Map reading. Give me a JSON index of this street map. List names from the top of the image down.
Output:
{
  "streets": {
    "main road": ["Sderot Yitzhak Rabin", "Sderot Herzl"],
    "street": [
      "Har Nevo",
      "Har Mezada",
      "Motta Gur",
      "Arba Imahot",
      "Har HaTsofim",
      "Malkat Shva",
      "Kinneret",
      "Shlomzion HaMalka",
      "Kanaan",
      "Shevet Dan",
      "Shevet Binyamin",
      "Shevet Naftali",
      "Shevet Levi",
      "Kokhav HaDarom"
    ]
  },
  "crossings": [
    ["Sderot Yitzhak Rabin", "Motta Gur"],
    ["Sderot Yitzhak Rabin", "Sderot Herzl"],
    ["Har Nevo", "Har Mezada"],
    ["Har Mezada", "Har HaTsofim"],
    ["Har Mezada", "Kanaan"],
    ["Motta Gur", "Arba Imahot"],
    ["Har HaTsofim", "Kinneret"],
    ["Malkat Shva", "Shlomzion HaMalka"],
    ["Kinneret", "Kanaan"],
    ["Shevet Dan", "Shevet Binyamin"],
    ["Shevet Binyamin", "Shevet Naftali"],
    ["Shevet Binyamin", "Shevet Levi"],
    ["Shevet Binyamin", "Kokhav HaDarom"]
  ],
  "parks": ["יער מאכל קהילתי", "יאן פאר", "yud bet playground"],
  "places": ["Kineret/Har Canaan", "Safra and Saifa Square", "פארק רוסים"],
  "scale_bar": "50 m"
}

::::::::::

| Description of the task |
Tell how many lines of the listing above contain "Shva", giving the number alone.

| Written response |
2